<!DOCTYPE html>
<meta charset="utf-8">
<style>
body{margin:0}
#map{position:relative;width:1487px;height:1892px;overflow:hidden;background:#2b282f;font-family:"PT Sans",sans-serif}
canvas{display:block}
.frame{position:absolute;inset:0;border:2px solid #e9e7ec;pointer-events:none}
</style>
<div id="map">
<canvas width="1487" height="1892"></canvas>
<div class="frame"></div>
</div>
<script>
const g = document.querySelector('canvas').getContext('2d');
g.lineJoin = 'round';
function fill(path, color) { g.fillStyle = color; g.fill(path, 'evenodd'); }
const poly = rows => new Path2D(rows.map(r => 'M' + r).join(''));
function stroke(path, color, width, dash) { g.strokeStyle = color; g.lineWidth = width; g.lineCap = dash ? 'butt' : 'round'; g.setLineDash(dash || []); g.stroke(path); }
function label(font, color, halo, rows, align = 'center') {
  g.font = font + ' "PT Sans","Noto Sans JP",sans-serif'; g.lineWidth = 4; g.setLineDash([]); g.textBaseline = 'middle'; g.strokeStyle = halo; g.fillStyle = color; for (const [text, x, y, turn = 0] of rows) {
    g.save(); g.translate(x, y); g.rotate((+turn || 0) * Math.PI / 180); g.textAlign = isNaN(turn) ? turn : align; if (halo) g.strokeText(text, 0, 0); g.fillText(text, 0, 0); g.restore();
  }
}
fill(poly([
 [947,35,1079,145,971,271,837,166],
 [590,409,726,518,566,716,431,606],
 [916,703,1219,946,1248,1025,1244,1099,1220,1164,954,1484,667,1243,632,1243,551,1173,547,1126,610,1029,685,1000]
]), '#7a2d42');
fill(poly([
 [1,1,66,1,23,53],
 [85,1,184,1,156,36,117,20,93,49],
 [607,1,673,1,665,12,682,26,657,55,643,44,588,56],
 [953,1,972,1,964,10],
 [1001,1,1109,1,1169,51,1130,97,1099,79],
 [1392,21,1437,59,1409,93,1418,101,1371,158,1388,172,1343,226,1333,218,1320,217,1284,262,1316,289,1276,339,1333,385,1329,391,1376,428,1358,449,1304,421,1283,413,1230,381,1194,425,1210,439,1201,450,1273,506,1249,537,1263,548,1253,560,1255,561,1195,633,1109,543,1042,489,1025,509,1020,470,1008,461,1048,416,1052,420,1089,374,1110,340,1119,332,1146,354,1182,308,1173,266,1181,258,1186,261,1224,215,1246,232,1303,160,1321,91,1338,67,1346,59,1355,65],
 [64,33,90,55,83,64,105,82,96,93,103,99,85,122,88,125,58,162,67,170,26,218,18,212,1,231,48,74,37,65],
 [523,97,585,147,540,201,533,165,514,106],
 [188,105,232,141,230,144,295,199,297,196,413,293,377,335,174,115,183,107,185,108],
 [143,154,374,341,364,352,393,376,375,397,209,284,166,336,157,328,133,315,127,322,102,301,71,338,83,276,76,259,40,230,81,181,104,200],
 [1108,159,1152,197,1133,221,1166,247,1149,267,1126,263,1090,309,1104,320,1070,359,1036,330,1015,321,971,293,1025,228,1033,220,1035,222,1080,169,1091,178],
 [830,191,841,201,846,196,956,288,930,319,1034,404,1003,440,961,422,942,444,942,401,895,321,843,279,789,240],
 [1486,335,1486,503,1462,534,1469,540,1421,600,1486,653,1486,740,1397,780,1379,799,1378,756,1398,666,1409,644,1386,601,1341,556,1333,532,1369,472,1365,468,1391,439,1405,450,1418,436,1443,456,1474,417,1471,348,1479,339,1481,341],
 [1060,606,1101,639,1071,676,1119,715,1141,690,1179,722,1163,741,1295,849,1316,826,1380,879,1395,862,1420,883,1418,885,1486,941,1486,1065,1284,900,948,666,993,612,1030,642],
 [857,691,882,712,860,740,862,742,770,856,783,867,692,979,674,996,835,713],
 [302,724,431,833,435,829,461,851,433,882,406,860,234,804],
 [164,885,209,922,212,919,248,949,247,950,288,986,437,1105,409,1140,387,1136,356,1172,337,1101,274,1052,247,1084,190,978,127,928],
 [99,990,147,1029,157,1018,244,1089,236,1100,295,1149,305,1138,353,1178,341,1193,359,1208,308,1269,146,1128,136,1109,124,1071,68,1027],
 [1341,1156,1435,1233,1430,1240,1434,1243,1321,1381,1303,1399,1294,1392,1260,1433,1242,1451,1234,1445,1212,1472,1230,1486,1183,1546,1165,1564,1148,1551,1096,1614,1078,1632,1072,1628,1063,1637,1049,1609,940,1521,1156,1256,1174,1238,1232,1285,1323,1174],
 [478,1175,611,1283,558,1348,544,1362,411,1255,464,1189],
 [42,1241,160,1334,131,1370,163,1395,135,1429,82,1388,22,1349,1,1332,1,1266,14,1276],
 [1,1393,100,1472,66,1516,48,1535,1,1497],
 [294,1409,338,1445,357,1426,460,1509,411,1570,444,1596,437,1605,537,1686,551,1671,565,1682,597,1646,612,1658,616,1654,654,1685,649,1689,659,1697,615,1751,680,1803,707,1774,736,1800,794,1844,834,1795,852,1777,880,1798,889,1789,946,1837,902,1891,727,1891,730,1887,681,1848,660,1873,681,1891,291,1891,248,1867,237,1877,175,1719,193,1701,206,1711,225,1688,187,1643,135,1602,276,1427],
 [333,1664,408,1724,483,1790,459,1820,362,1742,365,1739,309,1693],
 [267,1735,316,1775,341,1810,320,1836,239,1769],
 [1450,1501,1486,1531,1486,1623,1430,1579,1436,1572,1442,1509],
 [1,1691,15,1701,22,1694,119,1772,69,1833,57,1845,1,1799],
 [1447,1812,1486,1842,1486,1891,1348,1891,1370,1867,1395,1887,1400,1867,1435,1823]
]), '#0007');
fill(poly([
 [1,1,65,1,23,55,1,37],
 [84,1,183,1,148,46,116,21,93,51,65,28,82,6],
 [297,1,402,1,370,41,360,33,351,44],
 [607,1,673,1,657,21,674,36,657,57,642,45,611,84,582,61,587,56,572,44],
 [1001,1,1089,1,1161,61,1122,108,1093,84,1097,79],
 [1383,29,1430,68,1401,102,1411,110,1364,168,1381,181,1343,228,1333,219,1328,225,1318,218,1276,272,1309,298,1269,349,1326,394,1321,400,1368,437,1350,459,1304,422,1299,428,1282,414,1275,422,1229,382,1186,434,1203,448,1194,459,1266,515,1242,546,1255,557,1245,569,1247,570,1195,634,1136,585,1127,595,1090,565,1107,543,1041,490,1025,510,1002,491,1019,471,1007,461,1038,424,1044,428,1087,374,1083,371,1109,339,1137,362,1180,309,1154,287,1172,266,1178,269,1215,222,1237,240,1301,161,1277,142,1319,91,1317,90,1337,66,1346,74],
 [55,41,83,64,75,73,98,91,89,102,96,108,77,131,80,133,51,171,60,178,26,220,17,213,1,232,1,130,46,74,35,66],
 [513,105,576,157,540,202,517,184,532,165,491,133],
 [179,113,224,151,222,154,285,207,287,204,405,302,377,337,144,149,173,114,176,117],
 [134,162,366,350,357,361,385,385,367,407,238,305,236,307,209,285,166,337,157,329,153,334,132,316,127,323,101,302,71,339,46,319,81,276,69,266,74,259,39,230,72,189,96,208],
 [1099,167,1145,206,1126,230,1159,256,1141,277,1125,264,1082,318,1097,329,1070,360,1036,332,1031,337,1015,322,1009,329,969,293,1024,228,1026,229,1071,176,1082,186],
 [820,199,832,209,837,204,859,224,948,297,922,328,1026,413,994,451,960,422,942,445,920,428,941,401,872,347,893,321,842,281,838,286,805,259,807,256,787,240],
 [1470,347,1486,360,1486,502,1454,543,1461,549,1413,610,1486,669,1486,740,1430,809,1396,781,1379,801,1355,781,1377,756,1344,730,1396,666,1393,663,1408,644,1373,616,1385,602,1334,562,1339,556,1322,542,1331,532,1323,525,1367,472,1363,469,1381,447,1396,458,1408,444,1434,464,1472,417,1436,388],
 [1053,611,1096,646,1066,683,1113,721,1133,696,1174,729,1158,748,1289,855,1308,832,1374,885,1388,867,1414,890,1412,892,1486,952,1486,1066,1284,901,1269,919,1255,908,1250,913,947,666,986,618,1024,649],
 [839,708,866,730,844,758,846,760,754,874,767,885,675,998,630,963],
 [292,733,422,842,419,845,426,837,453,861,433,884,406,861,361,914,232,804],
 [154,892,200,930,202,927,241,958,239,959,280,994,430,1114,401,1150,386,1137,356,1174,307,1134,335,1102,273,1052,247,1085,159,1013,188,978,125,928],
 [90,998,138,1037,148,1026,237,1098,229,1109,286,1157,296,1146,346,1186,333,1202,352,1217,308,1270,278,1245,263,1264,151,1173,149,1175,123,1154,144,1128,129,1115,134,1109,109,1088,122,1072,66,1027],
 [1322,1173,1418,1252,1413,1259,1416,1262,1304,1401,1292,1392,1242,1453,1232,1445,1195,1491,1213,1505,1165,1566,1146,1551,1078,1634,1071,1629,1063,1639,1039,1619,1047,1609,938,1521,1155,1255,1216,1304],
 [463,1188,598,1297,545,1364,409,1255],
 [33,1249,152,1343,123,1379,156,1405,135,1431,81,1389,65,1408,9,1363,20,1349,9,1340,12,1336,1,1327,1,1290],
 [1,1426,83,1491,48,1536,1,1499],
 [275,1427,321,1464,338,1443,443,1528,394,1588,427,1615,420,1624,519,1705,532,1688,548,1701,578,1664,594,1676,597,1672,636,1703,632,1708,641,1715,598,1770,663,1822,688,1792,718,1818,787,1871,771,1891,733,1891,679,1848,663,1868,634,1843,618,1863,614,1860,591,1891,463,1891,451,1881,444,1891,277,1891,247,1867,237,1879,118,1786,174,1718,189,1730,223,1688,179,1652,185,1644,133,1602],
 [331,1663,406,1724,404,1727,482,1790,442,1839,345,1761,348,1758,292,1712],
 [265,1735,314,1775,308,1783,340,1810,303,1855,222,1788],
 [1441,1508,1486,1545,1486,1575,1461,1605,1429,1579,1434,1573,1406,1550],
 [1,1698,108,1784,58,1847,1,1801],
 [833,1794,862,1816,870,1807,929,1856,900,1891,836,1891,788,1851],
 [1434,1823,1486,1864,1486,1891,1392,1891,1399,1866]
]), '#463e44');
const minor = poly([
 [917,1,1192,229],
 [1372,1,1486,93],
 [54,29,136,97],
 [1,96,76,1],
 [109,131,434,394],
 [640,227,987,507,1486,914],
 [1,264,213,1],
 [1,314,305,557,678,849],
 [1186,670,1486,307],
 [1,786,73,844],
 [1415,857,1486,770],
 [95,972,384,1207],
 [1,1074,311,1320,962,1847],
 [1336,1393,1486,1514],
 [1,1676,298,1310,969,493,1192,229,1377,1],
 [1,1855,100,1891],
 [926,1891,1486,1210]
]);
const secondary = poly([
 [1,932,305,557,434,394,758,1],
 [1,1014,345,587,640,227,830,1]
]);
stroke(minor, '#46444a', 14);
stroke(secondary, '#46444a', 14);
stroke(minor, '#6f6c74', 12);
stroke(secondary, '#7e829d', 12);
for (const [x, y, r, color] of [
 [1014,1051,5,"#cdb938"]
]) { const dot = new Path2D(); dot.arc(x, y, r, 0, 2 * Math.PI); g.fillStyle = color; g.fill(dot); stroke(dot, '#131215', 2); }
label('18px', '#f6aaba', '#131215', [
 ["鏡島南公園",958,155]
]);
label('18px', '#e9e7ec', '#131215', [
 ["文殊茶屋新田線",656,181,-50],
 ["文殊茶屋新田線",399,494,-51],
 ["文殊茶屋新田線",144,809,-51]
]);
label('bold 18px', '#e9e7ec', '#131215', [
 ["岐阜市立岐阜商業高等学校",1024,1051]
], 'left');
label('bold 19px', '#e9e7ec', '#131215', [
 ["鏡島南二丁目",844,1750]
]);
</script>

-.-.-

WHAT YOU NEED TO DO:
Where does "setLineDash" appear in the records above? Copy every line that has it.

SOLUTION TO THIS PROBLEM:
function stroke(path, color, width, dash) { g.strokeStyle = color; g.lineWidth = width; g.lineCap = dash ? 'butt' : 'round'; g.setLineDash(dash || []); g.stroke(path); }
  g.font = font + ' "PT Sans","Noto Sans JP",sans-serif'; g.lineWidth = 4; g.setLineDash([]); g.textBaseline = 'middle'; g.strokeStyle = halo; g.fillStyle = color; for (const [text, x, y, turn = 0] of rows) {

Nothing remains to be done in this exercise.